We started by my friend's automobile early in the morning (5am) the next day. We didn’t exactly had much idea about the travel time to reach the place and we didn’t wanted to moil the drive either.
We started from NH 44, and encountered the minimal traffic on the way in the early morning. We traverse via Delhi-Sonipat- Panipat- Karnal- Ambala- Ropar- Rupnagar- Swarghat- Bilaspur- Sundarnagar. The drive was pleasant with the jingling music, lots of tittle-tattle and good food. We stopped in between dhabas to straighten our legs.
We planned to take a halt at Sunder Nagar (415 km from Delhi) @ 5pm and stayed at Mid way tourist resort, which actually looked like a Midway haunted haveli (big no for stay). Though the owner of the resort Mr Bhardwaj was very courteous and rendered a good bonfire for the evening. He even told some stories, one of which was about the emerging revolving island in the Parashar lake which is visible once in an year, is it really true?Anyways the mornings was invigorating and we were set to go to Tirthan Valley. The distance from Sundarnagar to Nagini (Valley) is around 80km. We passed via Govind Ghat and this is where the splendid *Beas River* didn’t left our side till Tirthan.
You can take Mandi- Govind Ghat- Larji - Nagini route for Tirthan Valley. If one plan to take Tirthan route by own, keep a check on your fuel/gas/air as its hard to find any station on the way after Mandi. Road were really smooth apart from small patches in between. It would be diminutive to elaborate the picturesque landscape and the reflect of the Beas River had on my mind.
The sound of the river can be constantly heard on the side. Don’t miss the sharp left turn on the road of Banjar if you are travelling to Nagini, this route even leads towards “The Great Himalayan National Park”.
We reached Nagini from a very narrow road after the turn at 3pm and stayed in “Bhagwati Homestay”, it’s on the main road and quite economical. We were greeted by a warm cup of chai, which was quite welcome in the cold. The owner Yagya Thakur and his wife were really helpful and kept the home stay quite neat and clean. The rooms were comfortable and had all the basic facilities. After settling my stuff in the home stay, we ventured out on a small trek around the place.
Tirthan Valley is located at an altitude of about 3120 m above sea level, this place is an ideal spot for picnicking and trekking during summer.

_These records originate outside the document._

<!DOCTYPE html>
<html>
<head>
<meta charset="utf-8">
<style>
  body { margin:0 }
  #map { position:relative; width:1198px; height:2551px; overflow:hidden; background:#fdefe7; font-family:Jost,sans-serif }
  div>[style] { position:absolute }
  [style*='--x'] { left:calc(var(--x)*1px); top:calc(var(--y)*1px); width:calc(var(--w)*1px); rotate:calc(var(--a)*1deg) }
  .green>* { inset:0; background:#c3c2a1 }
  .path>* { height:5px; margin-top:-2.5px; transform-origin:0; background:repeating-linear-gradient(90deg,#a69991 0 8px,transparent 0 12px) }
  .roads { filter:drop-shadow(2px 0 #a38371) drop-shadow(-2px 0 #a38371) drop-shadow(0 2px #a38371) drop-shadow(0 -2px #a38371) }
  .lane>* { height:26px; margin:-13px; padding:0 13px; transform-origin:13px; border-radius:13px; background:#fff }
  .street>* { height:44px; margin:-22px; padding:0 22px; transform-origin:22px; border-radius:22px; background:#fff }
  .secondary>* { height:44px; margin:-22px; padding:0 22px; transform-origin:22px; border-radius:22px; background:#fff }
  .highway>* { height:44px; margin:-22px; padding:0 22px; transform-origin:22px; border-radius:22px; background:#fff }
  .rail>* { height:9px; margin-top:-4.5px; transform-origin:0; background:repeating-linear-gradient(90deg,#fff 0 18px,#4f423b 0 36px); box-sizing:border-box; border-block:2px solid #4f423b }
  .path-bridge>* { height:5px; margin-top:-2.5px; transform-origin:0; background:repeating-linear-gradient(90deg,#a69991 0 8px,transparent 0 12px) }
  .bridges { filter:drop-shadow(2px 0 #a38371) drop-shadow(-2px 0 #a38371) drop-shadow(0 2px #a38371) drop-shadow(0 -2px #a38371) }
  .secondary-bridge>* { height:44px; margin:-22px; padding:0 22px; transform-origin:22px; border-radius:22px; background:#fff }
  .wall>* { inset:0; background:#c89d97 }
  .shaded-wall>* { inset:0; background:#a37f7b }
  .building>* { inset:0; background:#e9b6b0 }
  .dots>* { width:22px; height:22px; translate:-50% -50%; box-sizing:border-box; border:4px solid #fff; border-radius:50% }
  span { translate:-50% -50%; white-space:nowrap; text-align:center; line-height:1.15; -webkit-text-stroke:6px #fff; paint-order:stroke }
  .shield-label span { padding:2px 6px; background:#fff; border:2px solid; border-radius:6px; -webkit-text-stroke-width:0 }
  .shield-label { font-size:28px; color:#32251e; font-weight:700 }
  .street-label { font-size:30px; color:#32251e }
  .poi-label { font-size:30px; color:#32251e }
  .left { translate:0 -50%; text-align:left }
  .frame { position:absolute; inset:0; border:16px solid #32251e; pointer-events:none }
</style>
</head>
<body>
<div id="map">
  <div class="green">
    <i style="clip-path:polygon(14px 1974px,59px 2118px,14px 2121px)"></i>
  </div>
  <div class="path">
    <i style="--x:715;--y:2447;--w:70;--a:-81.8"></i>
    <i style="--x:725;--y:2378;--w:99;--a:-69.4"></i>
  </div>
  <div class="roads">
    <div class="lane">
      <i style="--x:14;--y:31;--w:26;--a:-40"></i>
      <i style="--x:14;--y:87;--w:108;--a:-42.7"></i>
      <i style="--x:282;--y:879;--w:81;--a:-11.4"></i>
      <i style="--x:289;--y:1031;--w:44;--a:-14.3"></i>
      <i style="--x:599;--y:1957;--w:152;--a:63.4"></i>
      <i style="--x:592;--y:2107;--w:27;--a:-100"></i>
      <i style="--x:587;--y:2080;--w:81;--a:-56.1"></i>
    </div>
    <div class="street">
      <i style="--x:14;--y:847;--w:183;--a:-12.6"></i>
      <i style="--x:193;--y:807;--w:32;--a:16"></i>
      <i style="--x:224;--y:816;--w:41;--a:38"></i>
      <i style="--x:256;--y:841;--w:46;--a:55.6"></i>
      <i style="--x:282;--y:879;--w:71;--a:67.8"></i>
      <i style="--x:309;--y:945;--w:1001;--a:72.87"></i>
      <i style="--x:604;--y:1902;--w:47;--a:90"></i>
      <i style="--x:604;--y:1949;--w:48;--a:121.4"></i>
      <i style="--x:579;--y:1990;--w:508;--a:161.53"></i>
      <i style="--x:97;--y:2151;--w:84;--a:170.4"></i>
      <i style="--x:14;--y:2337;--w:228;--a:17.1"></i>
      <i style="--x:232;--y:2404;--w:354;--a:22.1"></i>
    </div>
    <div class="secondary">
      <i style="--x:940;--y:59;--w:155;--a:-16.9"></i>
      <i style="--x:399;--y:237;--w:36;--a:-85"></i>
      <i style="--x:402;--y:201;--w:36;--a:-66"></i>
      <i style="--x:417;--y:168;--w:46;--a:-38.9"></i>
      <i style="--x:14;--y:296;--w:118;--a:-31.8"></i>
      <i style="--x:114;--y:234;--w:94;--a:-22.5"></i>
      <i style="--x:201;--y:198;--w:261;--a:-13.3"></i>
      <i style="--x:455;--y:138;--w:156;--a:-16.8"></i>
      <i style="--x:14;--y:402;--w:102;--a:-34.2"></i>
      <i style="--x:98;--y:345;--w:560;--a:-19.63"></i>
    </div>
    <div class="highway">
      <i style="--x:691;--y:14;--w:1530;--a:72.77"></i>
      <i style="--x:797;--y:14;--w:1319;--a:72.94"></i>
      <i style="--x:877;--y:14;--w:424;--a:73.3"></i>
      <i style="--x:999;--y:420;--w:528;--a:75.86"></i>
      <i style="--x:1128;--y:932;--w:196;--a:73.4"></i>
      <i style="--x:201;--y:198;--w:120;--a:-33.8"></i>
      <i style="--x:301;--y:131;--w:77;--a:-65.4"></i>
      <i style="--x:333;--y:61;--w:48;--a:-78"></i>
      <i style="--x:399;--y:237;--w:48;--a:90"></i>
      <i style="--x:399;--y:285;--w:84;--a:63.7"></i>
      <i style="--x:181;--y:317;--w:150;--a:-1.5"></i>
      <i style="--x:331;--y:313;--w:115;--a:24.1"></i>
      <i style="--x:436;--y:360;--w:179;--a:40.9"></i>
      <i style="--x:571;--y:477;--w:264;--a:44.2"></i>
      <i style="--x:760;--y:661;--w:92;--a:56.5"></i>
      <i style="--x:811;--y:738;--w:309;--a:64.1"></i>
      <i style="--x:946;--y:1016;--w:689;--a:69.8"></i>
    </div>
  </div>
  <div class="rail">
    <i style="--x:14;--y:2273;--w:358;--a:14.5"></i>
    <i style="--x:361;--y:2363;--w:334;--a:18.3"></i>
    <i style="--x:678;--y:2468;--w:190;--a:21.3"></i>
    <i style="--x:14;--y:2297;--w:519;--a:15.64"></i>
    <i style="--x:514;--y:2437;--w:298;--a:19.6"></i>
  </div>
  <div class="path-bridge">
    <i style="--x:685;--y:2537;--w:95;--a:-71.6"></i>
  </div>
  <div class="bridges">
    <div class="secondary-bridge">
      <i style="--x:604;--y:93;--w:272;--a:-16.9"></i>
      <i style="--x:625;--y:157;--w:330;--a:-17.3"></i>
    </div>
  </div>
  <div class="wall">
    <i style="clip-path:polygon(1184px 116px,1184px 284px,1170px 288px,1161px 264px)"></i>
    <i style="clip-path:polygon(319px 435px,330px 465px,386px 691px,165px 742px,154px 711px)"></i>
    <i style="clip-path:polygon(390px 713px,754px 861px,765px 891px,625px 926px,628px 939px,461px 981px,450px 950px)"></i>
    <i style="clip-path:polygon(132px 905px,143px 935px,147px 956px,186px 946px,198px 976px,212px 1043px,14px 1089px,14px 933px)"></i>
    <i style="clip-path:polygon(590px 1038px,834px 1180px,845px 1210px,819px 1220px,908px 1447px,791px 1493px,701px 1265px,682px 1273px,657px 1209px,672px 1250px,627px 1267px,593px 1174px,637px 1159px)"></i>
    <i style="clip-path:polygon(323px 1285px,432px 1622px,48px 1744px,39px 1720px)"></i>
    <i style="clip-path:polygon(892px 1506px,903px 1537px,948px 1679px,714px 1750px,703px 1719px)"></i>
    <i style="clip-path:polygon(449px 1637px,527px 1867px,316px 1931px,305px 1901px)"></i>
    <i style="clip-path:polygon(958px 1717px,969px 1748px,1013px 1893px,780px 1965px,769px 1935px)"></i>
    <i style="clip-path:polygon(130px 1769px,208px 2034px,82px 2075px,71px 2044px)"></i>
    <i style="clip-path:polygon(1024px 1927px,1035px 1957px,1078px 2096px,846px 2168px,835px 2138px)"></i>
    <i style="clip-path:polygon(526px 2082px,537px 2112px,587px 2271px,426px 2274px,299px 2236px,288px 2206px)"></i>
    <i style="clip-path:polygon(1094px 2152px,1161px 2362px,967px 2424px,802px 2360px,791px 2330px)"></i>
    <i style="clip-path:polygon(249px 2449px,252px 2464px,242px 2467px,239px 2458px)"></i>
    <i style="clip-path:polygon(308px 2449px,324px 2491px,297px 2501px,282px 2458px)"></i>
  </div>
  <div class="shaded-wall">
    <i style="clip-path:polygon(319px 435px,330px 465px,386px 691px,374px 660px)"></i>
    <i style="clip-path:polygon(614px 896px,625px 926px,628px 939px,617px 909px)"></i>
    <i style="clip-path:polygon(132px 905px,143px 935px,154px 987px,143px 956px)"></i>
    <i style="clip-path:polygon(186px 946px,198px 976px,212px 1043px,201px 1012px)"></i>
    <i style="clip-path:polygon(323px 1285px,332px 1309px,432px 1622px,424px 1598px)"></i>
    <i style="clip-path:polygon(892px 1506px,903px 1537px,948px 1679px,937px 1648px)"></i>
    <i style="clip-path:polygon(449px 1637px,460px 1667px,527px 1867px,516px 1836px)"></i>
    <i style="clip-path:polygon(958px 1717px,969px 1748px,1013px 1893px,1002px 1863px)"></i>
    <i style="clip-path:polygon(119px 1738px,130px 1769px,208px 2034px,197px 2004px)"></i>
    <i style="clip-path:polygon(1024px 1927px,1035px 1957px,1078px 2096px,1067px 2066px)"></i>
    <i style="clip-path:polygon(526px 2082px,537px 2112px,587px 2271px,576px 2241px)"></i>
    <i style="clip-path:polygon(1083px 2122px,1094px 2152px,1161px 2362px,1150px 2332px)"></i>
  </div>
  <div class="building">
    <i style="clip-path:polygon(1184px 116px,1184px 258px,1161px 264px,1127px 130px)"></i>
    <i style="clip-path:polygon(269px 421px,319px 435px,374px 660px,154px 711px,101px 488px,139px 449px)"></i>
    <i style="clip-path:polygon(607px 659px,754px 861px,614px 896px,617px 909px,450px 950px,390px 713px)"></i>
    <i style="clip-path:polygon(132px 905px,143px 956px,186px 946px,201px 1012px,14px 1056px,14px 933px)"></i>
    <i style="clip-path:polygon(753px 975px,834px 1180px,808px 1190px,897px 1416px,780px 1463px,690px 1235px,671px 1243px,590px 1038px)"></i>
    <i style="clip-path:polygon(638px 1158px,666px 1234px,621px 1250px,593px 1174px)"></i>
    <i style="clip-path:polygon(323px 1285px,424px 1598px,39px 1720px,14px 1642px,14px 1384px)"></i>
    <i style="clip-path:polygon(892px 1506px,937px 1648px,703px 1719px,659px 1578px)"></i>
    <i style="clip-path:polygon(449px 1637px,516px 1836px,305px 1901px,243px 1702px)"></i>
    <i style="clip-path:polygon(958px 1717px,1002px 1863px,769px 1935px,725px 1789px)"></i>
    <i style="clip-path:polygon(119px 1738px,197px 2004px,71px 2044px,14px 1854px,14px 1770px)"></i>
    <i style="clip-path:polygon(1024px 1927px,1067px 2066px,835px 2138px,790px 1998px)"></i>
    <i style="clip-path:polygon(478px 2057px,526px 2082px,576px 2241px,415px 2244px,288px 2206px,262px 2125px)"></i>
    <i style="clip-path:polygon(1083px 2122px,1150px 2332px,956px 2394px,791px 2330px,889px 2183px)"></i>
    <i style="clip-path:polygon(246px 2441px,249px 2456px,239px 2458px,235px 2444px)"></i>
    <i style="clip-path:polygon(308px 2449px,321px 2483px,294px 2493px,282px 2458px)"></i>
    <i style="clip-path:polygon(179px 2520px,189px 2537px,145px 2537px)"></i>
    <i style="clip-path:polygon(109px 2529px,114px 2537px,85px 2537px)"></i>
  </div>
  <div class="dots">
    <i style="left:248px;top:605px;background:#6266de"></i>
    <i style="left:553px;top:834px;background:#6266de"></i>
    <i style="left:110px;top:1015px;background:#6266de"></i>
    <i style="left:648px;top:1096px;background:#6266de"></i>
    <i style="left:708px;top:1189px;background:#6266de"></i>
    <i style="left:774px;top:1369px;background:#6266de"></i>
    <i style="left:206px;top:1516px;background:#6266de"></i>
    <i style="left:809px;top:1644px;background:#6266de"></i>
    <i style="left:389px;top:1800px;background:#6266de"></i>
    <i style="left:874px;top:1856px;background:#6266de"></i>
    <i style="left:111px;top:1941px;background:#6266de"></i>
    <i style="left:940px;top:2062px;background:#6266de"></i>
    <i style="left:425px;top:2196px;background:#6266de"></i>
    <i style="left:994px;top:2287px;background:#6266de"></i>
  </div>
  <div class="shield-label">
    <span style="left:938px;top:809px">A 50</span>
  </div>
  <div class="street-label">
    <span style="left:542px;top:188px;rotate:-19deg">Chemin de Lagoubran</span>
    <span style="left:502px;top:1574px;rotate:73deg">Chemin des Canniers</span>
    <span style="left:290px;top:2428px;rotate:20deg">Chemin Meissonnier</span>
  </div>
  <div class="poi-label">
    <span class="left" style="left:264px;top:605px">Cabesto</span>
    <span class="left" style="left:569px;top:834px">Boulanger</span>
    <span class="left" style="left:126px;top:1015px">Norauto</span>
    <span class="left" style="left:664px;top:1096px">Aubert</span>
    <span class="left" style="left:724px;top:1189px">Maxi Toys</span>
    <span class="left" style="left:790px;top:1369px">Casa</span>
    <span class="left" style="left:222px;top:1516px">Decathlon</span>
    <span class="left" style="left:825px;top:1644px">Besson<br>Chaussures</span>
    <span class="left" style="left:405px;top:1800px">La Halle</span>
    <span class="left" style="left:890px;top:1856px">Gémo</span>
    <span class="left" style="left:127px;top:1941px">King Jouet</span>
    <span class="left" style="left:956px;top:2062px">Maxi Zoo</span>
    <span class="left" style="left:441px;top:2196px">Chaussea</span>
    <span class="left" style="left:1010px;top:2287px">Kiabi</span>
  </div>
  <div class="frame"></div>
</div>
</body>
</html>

But as we were there during December, we shudder from the chilly wind.
A trail passes through the village lead us to Tirthan River side. It turned out to be a rewarding decision. We got the mesmerizing view of stretched river flowing effortlessly. I am a person of the river and mountains, it’s hard to stay away from them too long. River and Mountains have always left me feeling renewed, content and more positive. I found one such place in Tirthan Valley. I have been so content as a person mingling with nature as I could there.
The place was empty, one can sit alone in the lap of nature and talk to yourself with no one disturbing you. It combines all things that Himachal has to offer: a wild flowing river, virgin locations and absolutely no additional crowd. We did nothing but sat there enjoying the surroundings and indulging the moment.